What you have to do »
Search the material for the string "scale" and reply with how many lines contain it, nothing else.

Data supplied »

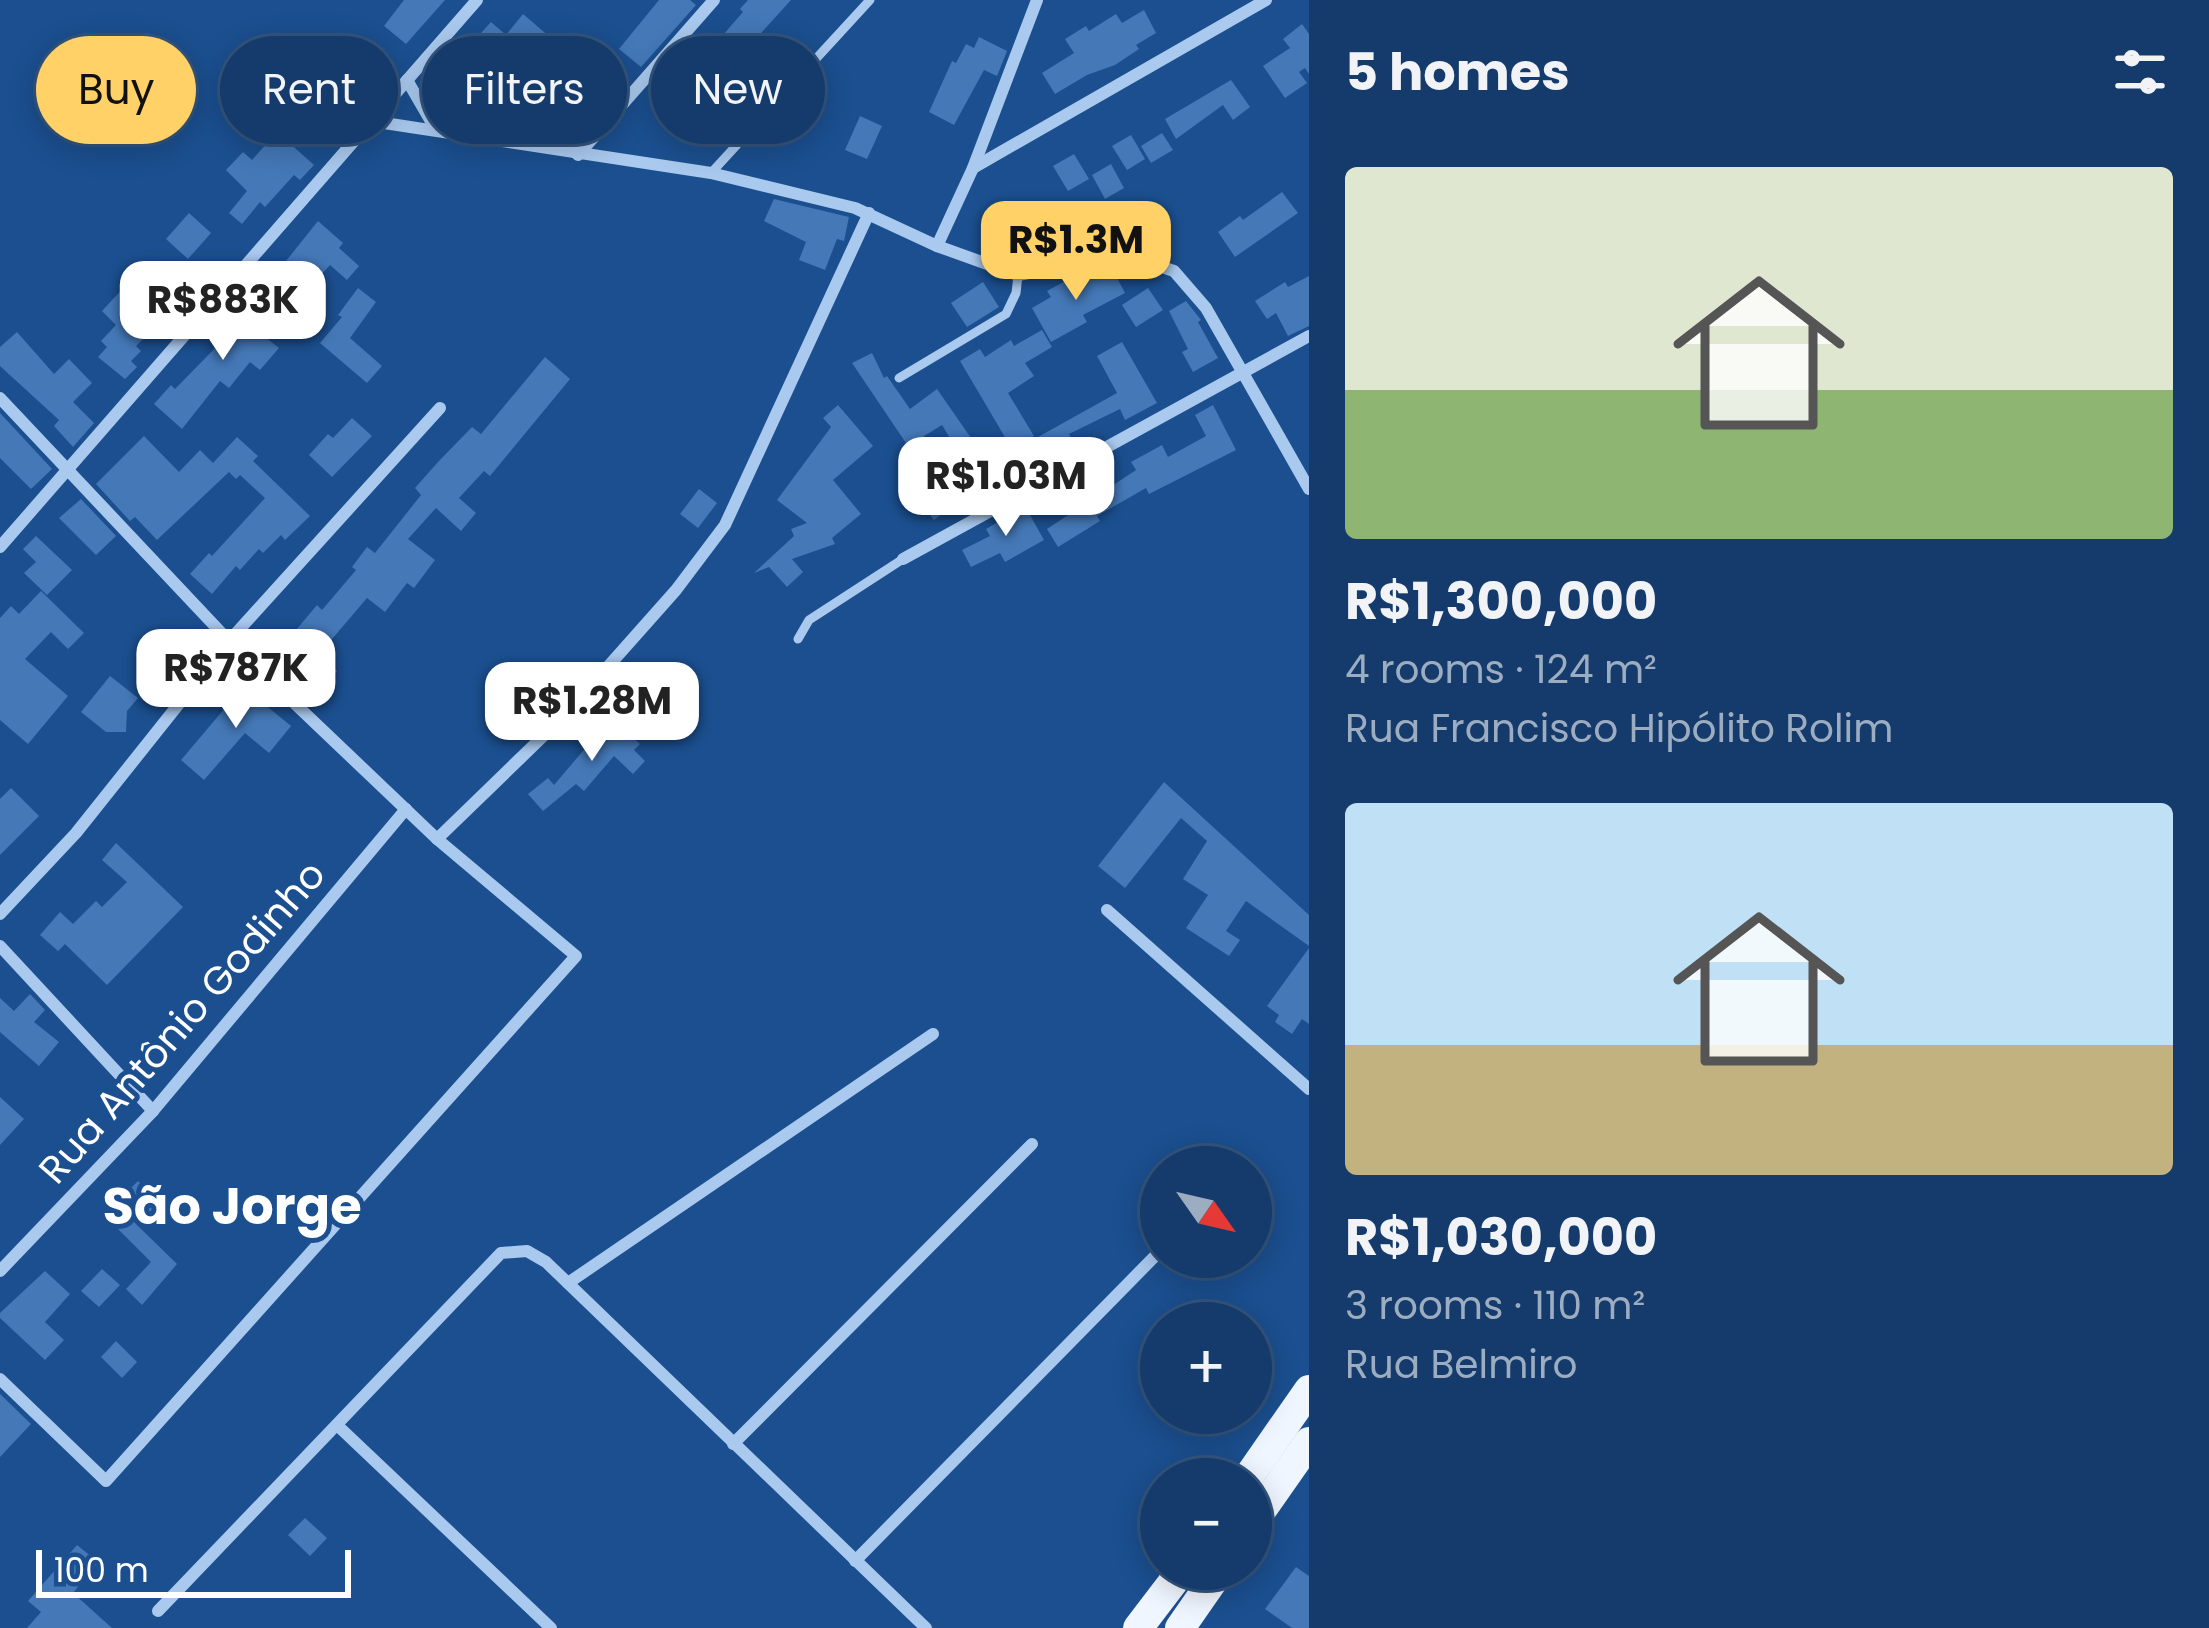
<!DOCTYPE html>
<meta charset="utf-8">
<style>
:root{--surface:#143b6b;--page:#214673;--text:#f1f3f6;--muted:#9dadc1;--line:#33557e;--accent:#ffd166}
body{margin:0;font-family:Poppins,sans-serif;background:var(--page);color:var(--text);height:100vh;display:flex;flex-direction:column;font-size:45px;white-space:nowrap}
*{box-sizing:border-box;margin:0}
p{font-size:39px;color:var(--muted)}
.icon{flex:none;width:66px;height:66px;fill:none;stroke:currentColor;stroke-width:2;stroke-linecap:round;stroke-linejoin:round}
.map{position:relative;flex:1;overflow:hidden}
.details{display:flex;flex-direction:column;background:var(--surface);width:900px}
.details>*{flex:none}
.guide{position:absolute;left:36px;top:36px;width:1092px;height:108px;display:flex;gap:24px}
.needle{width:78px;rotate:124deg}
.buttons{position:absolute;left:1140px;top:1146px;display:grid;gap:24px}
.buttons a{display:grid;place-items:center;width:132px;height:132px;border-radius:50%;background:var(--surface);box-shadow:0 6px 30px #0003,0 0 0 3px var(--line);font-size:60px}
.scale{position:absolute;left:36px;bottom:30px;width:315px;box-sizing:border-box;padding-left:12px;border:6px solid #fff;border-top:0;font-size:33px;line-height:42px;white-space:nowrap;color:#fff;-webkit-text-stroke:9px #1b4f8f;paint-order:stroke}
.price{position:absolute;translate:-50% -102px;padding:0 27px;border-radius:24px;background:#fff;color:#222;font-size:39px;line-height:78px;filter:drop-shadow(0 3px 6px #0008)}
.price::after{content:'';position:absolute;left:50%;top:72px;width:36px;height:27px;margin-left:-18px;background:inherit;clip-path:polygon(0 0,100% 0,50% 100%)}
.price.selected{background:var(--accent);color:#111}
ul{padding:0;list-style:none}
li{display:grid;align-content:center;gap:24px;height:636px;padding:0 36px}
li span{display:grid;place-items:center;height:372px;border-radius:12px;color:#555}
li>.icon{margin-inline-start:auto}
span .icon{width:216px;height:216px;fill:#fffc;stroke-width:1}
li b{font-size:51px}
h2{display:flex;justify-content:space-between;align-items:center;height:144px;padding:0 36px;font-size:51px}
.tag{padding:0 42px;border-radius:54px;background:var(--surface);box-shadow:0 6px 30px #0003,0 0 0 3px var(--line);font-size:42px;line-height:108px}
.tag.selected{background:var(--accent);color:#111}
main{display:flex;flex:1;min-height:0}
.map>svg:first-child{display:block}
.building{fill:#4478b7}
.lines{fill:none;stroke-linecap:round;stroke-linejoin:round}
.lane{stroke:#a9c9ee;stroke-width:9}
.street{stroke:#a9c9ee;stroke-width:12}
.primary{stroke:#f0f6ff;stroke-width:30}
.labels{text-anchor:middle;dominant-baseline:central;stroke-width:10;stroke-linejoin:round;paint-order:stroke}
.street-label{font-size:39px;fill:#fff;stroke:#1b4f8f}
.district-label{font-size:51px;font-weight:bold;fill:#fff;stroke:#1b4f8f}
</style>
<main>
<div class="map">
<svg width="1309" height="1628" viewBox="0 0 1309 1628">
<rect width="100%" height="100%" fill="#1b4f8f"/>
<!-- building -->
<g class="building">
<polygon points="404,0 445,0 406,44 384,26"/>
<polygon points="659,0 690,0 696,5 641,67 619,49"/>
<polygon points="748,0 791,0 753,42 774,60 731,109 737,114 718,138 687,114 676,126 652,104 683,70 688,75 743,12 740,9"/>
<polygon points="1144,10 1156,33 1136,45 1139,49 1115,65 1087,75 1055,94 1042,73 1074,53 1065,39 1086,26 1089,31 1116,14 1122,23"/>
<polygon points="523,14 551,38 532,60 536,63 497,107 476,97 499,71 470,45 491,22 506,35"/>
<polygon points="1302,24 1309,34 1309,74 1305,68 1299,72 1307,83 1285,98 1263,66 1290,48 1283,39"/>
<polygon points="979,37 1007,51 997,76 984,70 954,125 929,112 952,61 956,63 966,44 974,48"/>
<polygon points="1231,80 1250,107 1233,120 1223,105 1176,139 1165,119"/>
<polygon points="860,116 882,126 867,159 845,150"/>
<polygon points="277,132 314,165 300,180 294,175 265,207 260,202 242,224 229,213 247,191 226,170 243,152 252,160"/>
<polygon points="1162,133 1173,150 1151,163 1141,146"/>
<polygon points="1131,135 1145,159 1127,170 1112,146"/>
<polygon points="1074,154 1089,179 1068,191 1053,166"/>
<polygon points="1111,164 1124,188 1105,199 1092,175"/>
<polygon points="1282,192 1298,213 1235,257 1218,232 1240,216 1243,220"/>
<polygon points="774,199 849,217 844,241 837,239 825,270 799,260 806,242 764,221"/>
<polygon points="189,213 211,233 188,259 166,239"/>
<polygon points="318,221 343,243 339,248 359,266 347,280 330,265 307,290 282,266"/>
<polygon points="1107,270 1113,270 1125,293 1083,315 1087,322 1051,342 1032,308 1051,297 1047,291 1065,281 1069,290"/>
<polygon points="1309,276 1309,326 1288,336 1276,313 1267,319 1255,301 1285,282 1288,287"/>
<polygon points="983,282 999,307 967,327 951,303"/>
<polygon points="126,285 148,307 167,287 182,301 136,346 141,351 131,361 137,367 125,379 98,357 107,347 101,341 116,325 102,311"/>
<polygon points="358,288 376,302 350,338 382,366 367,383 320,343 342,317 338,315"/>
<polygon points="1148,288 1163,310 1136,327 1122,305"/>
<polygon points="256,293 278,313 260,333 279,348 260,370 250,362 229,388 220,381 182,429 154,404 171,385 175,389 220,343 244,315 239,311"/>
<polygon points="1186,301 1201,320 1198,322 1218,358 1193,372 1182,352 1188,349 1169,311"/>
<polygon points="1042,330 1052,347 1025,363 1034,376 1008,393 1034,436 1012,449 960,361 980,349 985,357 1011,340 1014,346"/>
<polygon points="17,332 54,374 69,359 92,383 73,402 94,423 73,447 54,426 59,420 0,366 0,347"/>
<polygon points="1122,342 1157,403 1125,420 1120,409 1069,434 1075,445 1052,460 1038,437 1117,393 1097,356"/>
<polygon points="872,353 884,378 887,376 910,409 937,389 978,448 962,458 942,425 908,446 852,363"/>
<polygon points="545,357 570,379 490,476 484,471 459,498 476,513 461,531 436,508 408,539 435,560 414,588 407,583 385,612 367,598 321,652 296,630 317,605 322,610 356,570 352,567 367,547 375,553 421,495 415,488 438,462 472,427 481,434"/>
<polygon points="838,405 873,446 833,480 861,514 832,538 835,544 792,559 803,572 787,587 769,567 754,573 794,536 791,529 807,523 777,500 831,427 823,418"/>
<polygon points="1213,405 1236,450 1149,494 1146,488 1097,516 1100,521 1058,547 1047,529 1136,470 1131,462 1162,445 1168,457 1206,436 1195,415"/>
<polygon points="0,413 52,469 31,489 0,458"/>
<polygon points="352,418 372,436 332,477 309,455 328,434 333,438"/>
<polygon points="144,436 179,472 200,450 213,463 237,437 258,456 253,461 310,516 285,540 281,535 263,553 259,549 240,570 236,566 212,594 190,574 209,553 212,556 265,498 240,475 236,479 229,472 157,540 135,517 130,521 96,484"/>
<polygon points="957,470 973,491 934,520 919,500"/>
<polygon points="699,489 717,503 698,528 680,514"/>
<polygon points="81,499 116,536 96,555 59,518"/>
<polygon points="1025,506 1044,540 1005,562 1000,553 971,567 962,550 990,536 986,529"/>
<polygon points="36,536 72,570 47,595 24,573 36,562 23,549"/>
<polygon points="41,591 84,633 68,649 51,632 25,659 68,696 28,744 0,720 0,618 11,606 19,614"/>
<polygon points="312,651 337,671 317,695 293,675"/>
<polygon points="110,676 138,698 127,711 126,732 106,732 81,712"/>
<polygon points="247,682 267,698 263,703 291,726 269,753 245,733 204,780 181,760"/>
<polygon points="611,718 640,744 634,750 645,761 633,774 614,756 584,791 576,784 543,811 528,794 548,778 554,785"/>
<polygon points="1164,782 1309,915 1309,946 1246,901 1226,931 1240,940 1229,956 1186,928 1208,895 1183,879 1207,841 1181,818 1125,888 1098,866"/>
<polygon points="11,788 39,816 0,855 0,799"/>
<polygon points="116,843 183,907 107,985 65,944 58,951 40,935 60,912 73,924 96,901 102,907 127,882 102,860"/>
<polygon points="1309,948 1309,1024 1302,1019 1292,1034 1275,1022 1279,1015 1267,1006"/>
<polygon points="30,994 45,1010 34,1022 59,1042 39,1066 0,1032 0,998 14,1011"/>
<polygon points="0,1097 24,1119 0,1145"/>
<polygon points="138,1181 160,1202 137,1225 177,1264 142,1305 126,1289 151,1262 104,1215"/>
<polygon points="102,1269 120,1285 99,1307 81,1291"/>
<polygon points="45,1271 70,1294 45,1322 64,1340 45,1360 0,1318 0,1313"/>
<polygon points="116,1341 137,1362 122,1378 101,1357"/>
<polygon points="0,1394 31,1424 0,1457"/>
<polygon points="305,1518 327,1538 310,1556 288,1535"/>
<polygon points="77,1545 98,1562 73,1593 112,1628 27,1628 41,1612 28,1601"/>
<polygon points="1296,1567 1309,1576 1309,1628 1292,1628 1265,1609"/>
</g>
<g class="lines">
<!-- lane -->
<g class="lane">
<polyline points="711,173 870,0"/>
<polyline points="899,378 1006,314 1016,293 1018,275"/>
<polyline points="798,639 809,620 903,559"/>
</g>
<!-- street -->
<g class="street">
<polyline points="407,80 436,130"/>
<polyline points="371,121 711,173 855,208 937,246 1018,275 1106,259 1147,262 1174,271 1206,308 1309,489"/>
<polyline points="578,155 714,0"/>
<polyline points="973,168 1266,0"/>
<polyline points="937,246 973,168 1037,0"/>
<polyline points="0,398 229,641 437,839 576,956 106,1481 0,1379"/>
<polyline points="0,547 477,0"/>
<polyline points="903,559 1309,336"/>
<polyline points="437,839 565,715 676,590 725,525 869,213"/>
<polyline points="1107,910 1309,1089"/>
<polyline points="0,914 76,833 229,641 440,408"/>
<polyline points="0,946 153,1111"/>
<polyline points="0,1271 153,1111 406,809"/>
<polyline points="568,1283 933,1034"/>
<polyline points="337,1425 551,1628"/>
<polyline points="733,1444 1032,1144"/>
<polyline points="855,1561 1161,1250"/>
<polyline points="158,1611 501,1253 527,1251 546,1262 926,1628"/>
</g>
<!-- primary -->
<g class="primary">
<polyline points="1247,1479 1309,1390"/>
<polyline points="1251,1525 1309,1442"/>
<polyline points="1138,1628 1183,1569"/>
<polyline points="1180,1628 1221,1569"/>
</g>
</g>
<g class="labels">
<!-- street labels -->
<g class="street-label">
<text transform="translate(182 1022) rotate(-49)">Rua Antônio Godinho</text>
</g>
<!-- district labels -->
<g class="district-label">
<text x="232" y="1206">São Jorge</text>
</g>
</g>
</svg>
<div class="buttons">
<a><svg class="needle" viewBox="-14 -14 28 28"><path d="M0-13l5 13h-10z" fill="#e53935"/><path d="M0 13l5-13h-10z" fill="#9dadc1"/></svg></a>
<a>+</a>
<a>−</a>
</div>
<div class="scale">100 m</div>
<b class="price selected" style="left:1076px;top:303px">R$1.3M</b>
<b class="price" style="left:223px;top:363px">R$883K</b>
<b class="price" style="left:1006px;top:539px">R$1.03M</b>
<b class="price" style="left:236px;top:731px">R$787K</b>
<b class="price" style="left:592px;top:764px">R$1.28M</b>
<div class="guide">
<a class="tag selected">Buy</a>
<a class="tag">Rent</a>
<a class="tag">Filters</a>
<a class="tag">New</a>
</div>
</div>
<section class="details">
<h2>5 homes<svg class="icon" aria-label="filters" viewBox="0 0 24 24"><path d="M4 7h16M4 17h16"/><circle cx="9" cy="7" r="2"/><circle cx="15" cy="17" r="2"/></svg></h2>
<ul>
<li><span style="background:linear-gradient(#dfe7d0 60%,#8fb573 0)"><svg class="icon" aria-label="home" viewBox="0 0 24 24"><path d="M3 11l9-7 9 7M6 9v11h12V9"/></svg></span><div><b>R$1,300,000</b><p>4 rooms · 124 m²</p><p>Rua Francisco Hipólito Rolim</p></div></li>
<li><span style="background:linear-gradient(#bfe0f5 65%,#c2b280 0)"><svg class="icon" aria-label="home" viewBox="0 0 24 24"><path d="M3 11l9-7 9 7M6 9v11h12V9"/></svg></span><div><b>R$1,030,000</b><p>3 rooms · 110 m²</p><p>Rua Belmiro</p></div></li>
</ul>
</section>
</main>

Task solution »
2